- _Assignment_:
Transcribe only the lines of the listing below from the one holding "Localize the labels" through the one holding "Enumerate all labels, markers and interface elements in the", inclusive, without any change.
'''
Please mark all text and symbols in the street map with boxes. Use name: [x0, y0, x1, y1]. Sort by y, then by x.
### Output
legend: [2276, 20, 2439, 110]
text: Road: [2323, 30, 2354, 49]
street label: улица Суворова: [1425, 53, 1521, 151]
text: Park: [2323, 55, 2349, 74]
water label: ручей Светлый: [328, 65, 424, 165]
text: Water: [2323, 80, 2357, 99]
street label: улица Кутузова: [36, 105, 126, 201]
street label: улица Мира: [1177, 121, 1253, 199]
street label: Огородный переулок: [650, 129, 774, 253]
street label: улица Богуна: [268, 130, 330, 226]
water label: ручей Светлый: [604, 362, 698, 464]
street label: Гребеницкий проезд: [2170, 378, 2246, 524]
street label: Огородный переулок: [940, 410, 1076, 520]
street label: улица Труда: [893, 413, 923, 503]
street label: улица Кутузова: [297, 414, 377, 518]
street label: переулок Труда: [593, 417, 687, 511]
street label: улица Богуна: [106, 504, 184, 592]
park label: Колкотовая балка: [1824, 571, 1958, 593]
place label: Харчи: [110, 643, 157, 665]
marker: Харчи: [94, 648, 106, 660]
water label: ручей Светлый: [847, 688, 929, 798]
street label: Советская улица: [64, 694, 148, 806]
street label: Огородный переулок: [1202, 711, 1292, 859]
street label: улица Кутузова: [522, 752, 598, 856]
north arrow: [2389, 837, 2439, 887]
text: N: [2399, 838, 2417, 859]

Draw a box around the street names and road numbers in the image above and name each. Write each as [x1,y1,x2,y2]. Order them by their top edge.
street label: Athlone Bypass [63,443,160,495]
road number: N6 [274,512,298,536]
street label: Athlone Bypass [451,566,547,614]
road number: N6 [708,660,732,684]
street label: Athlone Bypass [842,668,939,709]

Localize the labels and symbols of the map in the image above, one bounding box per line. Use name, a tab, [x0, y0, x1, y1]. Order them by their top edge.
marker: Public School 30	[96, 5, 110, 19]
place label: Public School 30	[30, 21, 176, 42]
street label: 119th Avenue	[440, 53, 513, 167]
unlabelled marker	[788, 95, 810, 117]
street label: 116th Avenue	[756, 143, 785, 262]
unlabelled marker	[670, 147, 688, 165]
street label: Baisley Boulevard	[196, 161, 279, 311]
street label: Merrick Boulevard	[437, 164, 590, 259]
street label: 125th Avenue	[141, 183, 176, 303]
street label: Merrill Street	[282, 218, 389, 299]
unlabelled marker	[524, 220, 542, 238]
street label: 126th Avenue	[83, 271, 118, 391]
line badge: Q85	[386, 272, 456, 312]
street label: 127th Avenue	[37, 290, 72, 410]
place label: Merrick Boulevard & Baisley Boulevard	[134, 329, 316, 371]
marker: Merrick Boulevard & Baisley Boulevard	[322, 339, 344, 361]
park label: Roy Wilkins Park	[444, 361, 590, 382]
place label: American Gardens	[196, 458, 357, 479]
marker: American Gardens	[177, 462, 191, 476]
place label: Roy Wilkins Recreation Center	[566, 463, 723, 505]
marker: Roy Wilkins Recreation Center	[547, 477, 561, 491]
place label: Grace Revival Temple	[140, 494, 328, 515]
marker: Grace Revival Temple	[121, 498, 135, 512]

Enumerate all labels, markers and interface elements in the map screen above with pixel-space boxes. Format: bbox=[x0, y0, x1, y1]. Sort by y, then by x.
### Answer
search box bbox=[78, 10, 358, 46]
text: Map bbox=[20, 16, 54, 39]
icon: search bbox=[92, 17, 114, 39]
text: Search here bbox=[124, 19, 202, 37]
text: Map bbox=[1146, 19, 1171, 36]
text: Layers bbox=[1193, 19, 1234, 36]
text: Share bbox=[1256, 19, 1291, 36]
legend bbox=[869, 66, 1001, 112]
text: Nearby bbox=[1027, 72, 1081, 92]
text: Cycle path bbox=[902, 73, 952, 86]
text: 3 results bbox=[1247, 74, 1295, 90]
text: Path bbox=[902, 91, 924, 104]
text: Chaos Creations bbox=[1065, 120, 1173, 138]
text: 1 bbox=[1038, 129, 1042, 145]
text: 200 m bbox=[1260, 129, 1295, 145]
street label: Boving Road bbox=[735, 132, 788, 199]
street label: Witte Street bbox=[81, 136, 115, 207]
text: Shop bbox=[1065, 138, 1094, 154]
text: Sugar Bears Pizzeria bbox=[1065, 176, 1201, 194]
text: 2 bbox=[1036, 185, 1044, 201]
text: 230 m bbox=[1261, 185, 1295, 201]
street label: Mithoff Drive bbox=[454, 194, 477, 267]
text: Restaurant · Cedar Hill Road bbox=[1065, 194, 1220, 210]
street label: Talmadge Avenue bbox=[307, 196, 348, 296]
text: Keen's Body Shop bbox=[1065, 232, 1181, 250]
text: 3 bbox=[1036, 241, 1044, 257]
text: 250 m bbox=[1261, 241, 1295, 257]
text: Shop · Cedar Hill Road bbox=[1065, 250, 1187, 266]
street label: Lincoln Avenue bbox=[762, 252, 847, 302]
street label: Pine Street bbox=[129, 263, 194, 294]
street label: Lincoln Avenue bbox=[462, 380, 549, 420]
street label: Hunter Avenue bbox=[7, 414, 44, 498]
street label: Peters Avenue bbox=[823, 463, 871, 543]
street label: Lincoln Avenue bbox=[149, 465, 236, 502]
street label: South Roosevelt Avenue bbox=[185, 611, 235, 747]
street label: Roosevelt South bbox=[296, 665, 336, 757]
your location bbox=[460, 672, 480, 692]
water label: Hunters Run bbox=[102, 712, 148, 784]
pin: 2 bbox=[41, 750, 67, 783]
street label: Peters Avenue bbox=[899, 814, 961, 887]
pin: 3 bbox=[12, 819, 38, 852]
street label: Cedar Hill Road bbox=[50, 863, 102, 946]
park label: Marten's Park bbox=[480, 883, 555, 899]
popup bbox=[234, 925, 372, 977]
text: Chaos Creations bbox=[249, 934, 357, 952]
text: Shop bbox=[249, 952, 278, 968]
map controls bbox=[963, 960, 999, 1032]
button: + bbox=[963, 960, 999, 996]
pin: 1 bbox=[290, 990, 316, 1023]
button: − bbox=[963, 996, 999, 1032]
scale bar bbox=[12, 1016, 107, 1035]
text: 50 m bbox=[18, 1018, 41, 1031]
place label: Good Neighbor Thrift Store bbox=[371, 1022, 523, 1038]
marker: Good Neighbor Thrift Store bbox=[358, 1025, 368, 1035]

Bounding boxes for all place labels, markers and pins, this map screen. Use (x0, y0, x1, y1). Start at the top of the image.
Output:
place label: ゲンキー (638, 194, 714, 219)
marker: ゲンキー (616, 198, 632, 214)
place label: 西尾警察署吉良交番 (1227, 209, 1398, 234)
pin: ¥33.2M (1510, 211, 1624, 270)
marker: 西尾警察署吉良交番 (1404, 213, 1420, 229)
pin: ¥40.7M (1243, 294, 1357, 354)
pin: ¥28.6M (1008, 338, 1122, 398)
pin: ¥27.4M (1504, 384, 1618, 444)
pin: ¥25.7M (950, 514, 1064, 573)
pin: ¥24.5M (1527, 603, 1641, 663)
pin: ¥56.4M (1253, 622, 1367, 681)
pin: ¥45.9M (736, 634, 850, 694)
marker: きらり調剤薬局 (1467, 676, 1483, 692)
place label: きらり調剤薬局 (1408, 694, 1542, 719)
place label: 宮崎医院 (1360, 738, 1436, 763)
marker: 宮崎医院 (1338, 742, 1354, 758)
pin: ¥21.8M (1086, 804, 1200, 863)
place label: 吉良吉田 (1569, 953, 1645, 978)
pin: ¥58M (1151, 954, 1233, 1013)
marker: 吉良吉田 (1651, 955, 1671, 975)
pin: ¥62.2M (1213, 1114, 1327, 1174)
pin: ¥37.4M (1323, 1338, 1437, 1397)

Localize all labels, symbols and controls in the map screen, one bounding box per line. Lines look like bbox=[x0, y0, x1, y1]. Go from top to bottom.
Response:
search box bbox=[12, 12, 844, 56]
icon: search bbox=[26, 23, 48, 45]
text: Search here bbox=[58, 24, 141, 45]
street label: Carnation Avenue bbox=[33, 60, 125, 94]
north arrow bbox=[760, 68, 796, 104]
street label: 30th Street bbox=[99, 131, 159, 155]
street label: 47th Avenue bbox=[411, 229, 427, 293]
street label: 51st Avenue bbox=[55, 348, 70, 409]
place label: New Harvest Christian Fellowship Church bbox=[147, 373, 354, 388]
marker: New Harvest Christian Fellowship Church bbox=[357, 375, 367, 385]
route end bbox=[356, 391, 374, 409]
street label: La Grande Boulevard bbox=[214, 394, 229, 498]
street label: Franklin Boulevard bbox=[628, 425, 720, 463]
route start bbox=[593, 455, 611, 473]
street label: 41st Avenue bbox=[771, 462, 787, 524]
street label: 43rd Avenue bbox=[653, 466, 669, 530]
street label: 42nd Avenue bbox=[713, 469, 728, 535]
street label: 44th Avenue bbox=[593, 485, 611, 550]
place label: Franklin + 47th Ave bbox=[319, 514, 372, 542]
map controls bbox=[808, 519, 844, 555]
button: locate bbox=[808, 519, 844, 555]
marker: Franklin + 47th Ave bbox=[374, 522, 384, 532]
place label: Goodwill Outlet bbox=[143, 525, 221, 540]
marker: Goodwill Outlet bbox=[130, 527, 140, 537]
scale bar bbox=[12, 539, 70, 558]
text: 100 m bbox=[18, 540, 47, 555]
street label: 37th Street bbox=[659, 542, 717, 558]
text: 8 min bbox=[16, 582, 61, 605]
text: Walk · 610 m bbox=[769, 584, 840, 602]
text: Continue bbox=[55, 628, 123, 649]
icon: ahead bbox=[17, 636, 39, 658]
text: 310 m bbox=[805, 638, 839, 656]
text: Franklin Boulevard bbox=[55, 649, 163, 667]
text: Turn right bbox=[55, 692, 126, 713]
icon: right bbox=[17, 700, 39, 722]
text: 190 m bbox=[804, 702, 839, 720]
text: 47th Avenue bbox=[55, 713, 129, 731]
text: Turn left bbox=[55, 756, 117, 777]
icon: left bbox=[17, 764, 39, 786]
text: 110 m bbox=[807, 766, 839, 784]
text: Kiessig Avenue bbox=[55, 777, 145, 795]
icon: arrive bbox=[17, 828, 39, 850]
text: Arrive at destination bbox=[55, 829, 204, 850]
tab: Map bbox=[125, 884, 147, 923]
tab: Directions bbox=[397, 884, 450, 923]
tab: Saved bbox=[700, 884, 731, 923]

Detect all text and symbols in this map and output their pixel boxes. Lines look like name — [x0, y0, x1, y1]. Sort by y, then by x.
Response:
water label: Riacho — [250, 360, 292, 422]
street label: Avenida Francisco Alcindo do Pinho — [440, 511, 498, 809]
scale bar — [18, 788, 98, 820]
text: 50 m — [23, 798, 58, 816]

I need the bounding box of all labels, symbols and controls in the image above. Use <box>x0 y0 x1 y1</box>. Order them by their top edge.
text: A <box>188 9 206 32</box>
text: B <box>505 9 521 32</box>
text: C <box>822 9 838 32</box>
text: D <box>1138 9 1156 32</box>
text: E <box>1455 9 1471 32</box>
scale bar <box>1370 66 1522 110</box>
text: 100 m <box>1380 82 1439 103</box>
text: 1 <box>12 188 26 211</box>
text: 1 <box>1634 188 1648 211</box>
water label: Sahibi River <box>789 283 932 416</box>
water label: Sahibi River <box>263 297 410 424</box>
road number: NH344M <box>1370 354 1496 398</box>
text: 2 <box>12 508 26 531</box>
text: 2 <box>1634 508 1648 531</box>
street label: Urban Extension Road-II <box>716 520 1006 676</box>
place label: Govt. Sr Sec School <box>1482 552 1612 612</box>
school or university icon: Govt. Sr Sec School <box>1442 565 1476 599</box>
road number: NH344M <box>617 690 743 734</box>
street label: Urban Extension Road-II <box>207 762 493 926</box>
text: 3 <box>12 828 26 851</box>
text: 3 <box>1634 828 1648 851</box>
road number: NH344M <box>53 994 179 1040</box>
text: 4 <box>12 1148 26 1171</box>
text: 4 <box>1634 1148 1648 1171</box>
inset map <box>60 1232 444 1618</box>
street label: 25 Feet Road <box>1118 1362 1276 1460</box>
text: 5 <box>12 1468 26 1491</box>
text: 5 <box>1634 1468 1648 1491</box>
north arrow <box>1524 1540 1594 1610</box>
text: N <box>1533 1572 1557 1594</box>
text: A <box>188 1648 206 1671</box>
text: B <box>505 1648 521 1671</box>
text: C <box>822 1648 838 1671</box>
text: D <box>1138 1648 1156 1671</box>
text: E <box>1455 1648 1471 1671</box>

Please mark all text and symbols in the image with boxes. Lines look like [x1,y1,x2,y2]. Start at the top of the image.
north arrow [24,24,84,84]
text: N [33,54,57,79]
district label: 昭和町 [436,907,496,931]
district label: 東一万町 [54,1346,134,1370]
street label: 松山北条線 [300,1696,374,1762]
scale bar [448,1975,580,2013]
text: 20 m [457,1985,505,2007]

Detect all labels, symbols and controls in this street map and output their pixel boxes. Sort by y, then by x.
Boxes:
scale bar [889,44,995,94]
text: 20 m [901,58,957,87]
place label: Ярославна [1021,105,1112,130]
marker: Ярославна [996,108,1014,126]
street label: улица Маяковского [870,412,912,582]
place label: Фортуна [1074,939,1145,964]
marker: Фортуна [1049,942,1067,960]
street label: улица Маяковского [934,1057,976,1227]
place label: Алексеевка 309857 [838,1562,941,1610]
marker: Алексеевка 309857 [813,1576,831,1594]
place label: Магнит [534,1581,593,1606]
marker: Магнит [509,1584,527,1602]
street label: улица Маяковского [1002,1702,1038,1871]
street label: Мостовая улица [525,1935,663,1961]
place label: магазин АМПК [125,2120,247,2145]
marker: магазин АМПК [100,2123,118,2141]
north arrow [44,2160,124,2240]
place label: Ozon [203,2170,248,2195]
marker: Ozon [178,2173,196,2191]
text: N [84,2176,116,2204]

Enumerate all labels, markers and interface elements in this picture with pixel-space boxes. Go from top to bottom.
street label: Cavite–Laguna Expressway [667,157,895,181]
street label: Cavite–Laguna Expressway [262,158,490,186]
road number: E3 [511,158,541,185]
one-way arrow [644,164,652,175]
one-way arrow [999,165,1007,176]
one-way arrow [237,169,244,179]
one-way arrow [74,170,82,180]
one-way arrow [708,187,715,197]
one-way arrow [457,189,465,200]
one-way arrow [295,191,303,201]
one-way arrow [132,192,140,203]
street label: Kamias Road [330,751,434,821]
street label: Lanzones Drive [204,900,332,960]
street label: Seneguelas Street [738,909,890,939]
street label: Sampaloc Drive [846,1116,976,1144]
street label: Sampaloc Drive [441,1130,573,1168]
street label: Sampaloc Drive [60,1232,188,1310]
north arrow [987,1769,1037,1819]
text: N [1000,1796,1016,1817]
'''
- _The completed task_:
Localize the labels and symbols of the map in the image above, one bounding box per line. Use name, a tab, [x0, y0, x1, y1]. Order them by their top edge.
marker: Public School 30	[96, 5, 110, 19]
place label: Public School 30	[30, 21, 176, 42]
street label: 119th Avenue	[440, 53, 513, 167]
unlabelled marker	[788, 95, 810, 117]
street label: 116th Avenue	[756, 143, 785, 262]
unlabelled marker	[670, 147, 688, 165]
street label: Baisley Boulevard	[196, 161, 279, 311]
street label: Merrick Boulevard	[437, 164, 590, 259]
street label: 125th Avenue	[141, 183, 176, 303]
street label: Merrill Street	[282, 218, 389, 299]
unlabelled marker	[524, 220, 542, 238]
street label: 126th Avenue	[83, 271, 118, 391]
line badge: Q85	[386, 272, 456, 312]
street label: 127th Avenue	[37, 290, 72, 410]
place label: Merrick Boulevard & Baisley Boulevard	[134, 329, 316, 371]
marker: Merrick Boulevard & Baisley Boulevard	[322, 339, 344, 361]
park label: Roy Wilkins Park	[444, 361, 590, 382]
place label: American Gardens	[196, 458, 357, 479]
marker: American Gardens	[177, 462, 191, 476]
place label: Roy Wilkins Recreation Center	[566, 463, 723, 505]
marker: Roy Wilkins Recreation Center	[547, 477, 561, 491]
place label: Grace Revival Temple	[140, 494, 328, 515]
marker: Grace Revival Temple	[121, 498, 135, 512]

Enumerate all labels, markers and interface elements in the map screen above with pixel-space boxes. Format: bbox=[x0, y0, x1, y1]. Sort by y, then by x.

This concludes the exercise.